One could quibble over which measure is more accurate reflection of a tennis player's athletic ability. Ranking points favour players who compete in lots of tournaments and are unkind to those with injuries. Winning percentages, on the other hand, offer a purer measure of performance but it doesn't recognise the quality of a player's opponents.
Park's team faced a similar problem in coming up with a reliable proxy for individual performance in a team sport.
"Our initial idea was that, across various team sports, some positions may be associated with greater athleticism, and hence greater genetic quality, than other positions," he says.
In previous work, they found that hockey goalies and forwards, and soccer strikers and goalkeepers, tended to be more attractive than their teammates. But that's based on the assumption that those positions demand more athleticism than others.
To test attractiveness within a single position, Park's new study focused on NFL quarterbacks, whose passer ratings are an objective, fairly independent gauge of performance. The rating is an amalgamation of several stats, including completed passes, yardage gained, touchdowns and interceptions, and it ranges between 0 and 158.3.
The team asked 60 female Dutch university students to rate the faces of 30 quarterbacks who played in the 1997 season and 58 who played in 2007 – the season Eli Manning's New York Giants shocked Tom Brady's New England Patriots in the Super Bowl.

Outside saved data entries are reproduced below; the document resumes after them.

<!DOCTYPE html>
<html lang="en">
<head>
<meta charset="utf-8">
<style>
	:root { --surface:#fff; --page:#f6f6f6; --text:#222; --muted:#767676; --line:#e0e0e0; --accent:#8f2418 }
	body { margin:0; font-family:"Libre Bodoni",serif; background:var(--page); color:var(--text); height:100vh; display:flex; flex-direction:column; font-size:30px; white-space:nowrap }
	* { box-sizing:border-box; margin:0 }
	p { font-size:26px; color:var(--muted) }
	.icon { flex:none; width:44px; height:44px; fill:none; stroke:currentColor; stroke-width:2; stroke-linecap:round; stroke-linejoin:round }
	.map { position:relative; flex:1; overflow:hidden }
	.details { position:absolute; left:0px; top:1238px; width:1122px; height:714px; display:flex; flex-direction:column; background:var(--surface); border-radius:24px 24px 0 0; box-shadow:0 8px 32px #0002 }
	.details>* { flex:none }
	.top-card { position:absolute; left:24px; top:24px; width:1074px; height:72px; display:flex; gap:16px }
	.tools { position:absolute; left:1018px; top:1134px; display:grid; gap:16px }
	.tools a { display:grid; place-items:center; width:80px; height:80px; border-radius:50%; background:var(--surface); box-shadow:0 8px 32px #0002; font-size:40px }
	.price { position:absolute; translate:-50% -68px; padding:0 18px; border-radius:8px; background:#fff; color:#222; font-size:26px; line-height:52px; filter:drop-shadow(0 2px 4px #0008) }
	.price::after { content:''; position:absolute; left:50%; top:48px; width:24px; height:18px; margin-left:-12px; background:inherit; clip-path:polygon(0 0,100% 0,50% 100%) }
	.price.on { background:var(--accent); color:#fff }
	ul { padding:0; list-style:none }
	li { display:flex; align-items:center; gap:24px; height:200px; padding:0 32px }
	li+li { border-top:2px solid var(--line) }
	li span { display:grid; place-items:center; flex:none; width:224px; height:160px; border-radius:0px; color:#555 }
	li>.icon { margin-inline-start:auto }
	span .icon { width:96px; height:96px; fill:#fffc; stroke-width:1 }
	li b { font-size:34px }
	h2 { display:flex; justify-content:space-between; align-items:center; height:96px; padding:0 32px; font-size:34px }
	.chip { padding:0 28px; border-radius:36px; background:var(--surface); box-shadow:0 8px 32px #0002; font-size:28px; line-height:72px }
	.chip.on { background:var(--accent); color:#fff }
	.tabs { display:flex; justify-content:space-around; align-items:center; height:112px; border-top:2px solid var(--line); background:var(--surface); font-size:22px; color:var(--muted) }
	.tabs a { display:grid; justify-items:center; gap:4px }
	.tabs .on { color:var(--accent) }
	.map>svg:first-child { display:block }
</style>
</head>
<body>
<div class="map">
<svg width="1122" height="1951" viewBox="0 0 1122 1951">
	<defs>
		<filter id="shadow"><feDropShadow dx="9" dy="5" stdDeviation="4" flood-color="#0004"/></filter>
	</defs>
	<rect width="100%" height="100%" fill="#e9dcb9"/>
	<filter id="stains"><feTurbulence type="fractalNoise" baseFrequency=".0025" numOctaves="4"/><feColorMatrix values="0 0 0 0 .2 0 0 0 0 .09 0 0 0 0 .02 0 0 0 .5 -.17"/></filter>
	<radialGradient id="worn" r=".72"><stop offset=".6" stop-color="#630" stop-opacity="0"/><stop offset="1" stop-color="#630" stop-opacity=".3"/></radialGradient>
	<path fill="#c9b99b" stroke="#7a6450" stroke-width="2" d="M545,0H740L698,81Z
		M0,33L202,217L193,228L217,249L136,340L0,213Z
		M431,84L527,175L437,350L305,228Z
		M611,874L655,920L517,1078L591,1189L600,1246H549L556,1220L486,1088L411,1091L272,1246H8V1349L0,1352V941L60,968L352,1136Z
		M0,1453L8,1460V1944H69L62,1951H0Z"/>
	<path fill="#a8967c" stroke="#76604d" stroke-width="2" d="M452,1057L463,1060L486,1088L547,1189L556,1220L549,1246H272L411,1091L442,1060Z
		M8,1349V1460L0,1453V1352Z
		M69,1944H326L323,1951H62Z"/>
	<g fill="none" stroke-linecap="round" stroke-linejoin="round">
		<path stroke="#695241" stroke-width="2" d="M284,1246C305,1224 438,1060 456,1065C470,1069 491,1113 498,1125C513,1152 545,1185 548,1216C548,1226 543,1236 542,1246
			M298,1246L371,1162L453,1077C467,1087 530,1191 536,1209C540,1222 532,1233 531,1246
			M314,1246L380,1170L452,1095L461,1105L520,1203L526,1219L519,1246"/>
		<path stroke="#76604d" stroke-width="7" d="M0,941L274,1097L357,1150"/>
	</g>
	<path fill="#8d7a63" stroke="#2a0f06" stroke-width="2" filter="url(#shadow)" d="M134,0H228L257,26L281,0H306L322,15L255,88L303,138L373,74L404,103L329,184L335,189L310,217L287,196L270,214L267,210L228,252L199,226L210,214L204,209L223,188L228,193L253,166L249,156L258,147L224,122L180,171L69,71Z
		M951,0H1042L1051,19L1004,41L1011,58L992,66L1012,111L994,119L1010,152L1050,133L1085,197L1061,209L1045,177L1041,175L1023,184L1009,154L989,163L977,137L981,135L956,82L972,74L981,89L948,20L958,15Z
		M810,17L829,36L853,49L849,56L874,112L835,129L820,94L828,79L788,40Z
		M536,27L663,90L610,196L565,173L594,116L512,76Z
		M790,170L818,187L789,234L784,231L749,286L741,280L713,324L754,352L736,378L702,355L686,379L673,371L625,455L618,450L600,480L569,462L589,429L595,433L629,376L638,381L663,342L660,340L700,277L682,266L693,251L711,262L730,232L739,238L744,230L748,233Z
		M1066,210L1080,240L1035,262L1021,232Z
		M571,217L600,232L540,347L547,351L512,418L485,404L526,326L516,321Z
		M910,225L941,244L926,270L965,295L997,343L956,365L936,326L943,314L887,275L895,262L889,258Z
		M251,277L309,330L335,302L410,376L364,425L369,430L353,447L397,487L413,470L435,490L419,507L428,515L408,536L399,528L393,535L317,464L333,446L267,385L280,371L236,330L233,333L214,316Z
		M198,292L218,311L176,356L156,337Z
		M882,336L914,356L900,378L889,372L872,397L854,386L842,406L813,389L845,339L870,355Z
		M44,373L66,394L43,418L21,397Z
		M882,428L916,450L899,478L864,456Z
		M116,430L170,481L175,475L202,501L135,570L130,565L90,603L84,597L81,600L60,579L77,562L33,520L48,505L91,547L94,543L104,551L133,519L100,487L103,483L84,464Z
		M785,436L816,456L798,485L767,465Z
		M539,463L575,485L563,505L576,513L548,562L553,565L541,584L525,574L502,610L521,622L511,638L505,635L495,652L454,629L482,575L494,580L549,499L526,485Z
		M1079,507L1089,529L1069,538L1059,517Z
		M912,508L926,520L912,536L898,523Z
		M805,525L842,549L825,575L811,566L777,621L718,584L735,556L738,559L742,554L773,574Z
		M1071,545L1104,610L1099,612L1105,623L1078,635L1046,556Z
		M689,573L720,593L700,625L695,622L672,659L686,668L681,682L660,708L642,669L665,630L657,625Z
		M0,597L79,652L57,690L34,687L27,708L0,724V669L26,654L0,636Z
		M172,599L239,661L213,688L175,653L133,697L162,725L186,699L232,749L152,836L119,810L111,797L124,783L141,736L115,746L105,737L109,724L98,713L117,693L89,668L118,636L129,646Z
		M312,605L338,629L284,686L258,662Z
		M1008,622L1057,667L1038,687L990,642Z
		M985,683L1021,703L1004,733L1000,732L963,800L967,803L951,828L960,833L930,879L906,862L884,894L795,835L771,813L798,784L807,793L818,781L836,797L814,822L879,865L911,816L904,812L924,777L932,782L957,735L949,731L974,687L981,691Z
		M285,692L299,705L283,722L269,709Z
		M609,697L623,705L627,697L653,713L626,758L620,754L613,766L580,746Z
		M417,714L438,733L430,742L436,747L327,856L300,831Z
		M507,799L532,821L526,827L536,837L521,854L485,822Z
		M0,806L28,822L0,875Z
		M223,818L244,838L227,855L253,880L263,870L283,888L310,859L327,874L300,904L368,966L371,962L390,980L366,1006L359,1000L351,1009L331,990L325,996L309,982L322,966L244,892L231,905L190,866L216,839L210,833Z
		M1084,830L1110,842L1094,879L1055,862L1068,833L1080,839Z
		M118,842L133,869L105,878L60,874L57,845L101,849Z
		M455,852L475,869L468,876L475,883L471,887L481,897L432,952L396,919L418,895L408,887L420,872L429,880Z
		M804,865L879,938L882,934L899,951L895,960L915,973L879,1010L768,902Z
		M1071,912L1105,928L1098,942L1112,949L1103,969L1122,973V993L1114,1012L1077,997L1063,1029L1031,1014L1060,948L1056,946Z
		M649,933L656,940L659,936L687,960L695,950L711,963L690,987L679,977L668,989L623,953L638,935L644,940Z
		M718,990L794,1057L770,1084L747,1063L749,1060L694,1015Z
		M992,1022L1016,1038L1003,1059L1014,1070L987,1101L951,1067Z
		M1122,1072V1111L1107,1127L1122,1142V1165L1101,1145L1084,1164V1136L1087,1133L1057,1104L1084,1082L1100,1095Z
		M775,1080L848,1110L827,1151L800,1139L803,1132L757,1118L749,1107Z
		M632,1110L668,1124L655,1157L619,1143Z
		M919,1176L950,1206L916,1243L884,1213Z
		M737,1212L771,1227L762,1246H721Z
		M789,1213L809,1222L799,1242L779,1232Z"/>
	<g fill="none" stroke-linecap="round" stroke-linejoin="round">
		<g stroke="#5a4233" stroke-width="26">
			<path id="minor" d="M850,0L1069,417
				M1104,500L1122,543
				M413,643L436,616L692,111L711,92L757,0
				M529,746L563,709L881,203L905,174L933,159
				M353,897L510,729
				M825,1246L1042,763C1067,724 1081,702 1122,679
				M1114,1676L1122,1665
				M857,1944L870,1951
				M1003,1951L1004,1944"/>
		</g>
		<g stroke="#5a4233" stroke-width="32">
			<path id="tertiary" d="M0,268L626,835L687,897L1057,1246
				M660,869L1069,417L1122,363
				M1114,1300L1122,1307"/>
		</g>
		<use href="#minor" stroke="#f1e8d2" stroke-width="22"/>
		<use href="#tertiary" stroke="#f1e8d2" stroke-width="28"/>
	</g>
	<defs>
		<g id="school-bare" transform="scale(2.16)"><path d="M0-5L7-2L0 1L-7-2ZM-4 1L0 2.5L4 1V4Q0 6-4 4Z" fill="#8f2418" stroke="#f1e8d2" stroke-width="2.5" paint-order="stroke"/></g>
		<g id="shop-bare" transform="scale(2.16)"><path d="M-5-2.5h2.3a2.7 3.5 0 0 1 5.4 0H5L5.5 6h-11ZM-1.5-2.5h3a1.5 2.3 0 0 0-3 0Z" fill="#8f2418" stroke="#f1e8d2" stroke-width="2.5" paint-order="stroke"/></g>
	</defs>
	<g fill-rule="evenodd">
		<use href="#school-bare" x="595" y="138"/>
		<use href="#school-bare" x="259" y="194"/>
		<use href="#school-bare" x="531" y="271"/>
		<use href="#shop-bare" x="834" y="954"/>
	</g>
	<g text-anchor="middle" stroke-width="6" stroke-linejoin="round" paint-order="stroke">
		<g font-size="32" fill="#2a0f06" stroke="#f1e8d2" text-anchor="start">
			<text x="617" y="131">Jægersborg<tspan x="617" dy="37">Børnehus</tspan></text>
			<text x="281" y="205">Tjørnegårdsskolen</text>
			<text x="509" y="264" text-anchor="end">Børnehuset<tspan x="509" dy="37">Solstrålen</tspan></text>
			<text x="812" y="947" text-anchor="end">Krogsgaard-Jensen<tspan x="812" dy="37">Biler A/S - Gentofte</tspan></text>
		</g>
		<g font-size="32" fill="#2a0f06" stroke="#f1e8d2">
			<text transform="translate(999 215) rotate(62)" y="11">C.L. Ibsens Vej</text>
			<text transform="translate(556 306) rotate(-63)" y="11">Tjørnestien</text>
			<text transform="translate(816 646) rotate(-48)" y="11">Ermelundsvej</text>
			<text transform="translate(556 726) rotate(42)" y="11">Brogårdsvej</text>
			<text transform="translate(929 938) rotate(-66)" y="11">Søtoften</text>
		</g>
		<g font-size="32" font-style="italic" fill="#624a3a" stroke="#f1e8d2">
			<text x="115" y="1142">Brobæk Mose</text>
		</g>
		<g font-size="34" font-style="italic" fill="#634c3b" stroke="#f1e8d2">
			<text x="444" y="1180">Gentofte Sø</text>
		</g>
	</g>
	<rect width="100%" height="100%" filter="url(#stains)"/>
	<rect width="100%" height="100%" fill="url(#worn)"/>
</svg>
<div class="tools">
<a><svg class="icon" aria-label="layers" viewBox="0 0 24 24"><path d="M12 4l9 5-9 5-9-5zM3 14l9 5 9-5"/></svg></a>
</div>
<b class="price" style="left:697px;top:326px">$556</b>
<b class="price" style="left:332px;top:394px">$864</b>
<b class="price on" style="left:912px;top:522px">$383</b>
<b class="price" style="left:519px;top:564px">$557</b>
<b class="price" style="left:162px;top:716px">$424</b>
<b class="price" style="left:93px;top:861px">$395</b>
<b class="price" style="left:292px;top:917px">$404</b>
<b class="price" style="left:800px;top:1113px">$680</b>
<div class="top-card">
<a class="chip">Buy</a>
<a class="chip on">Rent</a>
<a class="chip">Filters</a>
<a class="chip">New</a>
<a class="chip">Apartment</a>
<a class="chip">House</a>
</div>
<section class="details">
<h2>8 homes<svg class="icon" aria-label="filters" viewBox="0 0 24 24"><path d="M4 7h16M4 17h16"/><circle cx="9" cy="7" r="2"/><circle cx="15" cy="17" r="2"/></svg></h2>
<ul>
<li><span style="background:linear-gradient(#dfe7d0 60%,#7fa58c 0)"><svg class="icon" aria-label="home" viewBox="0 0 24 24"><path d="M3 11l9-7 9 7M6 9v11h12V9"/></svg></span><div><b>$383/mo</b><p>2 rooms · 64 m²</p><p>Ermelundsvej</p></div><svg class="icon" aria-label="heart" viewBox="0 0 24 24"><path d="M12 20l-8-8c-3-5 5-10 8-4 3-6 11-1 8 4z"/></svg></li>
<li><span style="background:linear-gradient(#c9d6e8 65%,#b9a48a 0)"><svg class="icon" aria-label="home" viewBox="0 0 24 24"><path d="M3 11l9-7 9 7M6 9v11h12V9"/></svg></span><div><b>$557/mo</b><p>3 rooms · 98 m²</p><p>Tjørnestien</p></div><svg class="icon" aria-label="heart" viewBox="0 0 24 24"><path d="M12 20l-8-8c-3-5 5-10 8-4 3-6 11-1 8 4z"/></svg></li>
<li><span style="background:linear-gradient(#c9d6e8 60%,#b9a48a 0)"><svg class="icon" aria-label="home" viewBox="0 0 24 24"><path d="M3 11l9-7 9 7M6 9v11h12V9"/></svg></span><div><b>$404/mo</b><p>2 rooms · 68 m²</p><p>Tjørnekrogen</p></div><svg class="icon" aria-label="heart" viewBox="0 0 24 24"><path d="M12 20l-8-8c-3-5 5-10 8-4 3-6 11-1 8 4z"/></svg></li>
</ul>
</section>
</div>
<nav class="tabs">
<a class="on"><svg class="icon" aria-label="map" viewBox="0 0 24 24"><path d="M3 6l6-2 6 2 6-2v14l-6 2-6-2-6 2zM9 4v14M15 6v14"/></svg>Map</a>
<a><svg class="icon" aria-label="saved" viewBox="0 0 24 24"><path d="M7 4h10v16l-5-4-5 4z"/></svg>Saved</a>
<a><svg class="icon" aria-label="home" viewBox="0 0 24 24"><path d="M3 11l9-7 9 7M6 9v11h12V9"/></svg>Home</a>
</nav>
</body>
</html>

Both studies turned up small but statistically significant correlations between good looks and passer rating, similar to New Scientist's findings with tennis players.
Park could not reveal the specific rankings, but Brady topped the passer rating list that season, well ahead of the next-best quarterback, Pittsburgh Steeler Ben Roethlisberger. Brady is also married to Brazilian supermodel Gisele Bündchen, so it doesn't seem unreasonable that Dutch university students would fancy his face as well.
Fun as these links are, Park's team – and New Scientist – didn't conduct these studies only to fuel pub banter. The results tie in with previous work suggesting that traits such as good looks and athleticism are genetically related.
"It's safe to say that there are probably many things that lie between 'good genes' and athletic prowess," Park says. "We really have no idea what physiological processes mediate the effect." Testosterone levels could be one factor.
"I think it's a really exciting paper and it's great to see 'good genes-mate choice' theory being applied in the real world like this," says Geoffrey Miller, a psychologist at the University of New Mexico in Albuquerque, whose work inspired Park's paper.
He says Park's results are impressive because all NFL quarterbacks are presumably far, far above average in their athletic ability, and the differences between the best and the worst are slight.
But athletic talent may not be the only explanation for the connection, says Miller, who also argues that intelligence also is an indicator of a healthy genetic makeup.
"Quarterback is the position that requires the highest amount of general intelligence," he says. "What might be happening is that the quarterback passing rating might be reflecting intelligence more strongly than physical athleticism."